Those of us who start on the path to right livelihood find that our lives are more balanced, simple, clear, and focused. We are no longer strung out in a meaningless cycle of material consumption. The contemporary economy focuses on this cycle of consumption. It doesn't really support our efforts to find meaningful work. Today, work is a means to consume or to pay debt for consumption already indulged in. How many people do you know who really love the work they are doing? How many feel bored and alienated? How many are simply earning the money to spend it on material pleasures? Right livelihood demands that you take responsibility for making your work more meaningful. Good work is dignified. It develops your faculties and serves your community. It is a central human activity. -- Roger Pritchard, in Claude Whitmyer's Mindfulness and Meaningful Work from Everyday Mind, edited by Jean SmithMost of the people I know have some interest in their work. They care about it. They want to do a good job. Sometimes they have ideas about how to do it better. The Japanese model of continual improvement is predicated on the notion that if given a chance people will want to do a good job. So I don't think it's the case that most people are bored and alienated at work.
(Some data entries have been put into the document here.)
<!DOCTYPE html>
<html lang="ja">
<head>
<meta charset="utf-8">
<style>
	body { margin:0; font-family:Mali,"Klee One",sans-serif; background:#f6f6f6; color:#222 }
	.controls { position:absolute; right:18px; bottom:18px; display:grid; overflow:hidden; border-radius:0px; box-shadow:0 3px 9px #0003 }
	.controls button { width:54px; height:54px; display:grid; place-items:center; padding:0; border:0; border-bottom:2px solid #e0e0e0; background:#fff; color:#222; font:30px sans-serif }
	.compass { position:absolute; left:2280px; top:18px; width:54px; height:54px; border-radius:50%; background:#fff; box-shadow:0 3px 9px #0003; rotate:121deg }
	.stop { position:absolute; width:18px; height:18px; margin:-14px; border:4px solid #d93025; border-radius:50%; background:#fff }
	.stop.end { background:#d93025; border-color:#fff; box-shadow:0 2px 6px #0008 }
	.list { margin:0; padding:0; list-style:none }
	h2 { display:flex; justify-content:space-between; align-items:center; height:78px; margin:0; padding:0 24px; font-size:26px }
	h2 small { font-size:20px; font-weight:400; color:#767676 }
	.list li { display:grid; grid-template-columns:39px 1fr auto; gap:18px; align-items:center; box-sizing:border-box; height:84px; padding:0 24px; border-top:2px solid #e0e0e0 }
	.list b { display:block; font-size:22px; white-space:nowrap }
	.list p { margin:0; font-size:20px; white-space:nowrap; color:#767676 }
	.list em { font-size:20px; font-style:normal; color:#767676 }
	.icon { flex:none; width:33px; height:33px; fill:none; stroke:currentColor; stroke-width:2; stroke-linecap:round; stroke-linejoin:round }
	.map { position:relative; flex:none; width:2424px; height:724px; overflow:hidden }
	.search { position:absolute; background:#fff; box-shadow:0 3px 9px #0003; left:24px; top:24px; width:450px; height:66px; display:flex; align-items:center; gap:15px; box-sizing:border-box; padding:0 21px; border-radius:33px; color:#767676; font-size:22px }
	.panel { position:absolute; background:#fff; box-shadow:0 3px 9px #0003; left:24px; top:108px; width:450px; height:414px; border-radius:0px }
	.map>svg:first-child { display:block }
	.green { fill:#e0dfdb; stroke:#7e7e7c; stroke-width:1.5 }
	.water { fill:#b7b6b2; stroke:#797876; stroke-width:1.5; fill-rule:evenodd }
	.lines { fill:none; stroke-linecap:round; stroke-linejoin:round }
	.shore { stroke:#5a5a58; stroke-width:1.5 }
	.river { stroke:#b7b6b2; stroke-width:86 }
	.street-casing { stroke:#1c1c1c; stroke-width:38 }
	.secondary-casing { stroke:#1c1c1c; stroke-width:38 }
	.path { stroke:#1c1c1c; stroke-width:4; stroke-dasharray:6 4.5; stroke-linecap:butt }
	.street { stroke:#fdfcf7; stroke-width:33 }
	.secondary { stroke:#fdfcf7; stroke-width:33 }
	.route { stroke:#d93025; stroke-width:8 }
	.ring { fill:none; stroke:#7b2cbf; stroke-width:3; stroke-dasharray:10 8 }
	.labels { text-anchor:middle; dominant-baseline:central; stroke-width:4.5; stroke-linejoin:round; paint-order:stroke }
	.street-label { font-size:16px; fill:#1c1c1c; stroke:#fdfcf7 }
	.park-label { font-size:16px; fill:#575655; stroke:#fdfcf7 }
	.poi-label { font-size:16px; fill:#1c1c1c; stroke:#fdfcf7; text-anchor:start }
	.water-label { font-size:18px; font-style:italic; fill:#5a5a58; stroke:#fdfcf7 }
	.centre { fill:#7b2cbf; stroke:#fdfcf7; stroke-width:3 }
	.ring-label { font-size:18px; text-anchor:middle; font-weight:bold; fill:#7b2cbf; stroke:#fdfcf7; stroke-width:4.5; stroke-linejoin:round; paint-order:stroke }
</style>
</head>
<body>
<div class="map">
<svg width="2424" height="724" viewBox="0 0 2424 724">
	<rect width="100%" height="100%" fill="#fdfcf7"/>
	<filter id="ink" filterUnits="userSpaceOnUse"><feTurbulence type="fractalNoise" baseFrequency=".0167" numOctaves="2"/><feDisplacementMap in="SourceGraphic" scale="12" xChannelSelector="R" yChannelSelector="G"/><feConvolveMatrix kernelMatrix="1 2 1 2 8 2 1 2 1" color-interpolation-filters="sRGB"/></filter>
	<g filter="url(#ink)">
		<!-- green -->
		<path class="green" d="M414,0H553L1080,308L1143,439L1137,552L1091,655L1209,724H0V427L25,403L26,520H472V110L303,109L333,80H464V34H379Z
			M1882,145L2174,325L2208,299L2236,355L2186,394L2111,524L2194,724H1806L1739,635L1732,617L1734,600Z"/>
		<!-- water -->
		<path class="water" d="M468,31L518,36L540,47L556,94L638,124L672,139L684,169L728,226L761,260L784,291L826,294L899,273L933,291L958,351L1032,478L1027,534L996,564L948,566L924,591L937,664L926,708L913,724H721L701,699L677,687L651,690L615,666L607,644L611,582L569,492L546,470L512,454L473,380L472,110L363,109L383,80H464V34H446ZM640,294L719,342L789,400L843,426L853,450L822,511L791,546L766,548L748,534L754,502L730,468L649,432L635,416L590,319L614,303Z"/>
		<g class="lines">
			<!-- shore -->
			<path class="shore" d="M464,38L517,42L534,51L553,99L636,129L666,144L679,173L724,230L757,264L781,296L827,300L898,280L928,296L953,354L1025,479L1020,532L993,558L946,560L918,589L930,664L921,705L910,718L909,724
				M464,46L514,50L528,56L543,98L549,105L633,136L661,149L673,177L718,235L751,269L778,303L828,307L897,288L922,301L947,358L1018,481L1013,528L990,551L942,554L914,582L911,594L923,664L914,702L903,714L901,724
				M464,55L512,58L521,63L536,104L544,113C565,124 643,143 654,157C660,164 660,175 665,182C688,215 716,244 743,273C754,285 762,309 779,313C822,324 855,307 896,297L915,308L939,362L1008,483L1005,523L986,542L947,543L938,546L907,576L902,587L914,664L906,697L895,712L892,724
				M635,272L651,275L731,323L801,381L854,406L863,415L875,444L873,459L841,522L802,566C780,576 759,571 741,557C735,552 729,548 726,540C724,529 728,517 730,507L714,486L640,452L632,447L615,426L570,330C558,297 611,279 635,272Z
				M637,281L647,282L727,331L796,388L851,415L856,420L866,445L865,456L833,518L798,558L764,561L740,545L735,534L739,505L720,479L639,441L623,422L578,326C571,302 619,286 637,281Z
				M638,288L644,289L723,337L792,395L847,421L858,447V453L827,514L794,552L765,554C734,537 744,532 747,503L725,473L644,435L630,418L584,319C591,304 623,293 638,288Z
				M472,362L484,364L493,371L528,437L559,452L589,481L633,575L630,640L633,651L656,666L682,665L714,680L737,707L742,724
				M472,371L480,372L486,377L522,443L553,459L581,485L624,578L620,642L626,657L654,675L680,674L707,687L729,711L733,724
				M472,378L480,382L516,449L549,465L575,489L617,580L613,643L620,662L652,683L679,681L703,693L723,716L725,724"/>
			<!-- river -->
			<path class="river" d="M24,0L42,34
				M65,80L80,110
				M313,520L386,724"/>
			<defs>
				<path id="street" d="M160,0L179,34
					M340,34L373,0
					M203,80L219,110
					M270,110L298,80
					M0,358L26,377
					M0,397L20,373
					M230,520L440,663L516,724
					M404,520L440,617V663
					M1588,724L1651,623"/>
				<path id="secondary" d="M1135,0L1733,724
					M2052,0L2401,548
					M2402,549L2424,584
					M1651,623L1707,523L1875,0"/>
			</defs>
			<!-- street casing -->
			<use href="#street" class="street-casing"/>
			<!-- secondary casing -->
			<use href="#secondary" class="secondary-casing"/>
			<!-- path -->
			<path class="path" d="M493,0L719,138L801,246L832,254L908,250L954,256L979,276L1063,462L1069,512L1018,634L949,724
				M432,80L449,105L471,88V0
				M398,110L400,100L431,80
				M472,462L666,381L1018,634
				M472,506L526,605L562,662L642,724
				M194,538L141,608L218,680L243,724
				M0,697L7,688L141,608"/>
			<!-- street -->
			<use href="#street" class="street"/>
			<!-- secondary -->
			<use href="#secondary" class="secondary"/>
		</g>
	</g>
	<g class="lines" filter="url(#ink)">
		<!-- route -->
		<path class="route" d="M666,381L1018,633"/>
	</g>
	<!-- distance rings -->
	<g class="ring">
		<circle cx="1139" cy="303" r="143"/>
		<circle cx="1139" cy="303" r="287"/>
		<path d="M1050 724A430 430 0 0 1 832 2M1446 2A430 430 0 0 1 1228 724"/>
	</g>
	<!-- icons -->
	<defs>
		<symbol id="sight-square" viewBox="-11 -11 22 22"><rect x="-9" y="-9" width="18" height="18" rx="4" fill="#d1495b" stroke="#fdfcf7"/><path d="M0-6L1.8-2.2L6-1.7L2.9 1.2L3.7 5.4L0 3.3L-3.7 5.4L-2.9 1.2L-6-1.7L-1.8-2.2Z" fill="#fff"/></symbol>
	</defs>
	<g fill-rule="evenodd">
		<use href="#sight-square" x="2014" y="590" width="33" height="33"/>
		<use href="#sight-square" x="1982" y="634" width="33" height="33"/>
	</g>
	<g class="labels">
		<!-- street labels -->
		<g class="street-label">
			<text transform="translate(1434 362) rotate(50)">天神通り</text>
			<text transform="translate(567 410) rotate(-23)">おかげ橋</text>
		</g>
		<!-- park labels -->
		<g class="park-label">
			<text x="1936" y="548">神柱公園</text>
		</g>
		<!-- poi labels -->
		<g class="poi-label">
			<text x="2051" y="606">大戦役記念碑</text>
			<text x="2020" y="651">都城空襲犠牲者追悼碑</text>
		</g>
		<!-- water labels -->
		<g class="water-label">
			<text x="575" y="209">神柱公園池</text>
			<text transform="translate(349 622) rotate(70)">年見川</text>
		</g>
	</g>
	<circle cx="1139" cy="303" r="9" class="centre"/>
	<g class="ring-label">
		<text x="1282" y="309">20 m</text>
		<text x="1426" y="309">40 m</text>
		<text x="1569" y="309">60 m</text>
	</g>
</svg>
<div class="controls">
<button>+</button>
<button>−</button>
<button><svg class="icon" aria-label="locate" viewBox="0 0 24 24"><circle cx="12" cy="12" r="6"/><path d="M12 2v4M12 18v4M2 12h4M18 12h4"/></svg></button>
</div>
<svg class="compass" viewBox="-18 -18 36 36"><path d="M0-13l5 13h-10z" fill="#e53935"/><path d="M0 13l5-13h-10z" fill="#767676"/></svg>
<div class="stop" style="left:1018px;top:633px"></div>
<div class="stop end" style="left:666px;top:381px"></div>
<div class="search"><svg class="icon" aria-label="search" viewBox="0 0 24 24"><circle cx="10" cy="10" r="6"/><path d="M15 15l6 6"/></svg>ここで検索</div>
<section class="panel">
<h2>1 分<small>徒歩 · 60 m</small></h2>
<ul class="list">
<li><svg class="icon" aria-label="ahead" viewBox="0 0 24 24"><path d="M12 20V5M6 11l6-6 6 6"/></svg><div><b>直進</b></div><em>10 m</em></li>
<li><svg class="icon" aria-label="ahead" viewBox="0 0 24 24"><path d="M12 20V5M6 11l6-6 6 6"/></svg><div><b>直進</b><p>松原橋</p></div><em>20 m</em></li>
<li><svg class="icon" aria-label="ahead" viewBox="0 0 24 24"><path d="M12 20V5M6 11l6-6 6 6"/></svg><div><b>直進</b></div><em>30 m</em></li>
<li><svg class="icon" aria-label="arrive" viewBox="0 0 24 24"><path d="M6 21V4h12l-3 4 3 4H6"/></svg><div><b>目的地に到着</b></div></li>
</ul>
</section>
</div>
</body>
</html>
On the other hand, few work situations are ideal. One is locked in a relationship with other people who have their own agendas. The agendas of two different people are almost never identical. Yet the demands of a work environment are such that people are forced to work together. Furthermore some people have more authority than others. All this leads to stress and discomfort. So work is never perfect.
I don't think that the primary poles are between "meaningful work" and "earning … money to spend … on material pleasures." They are between a work environment that enables and values one's contributions and one that doesn't. What one does with the money one earns is often independent of the work that one does.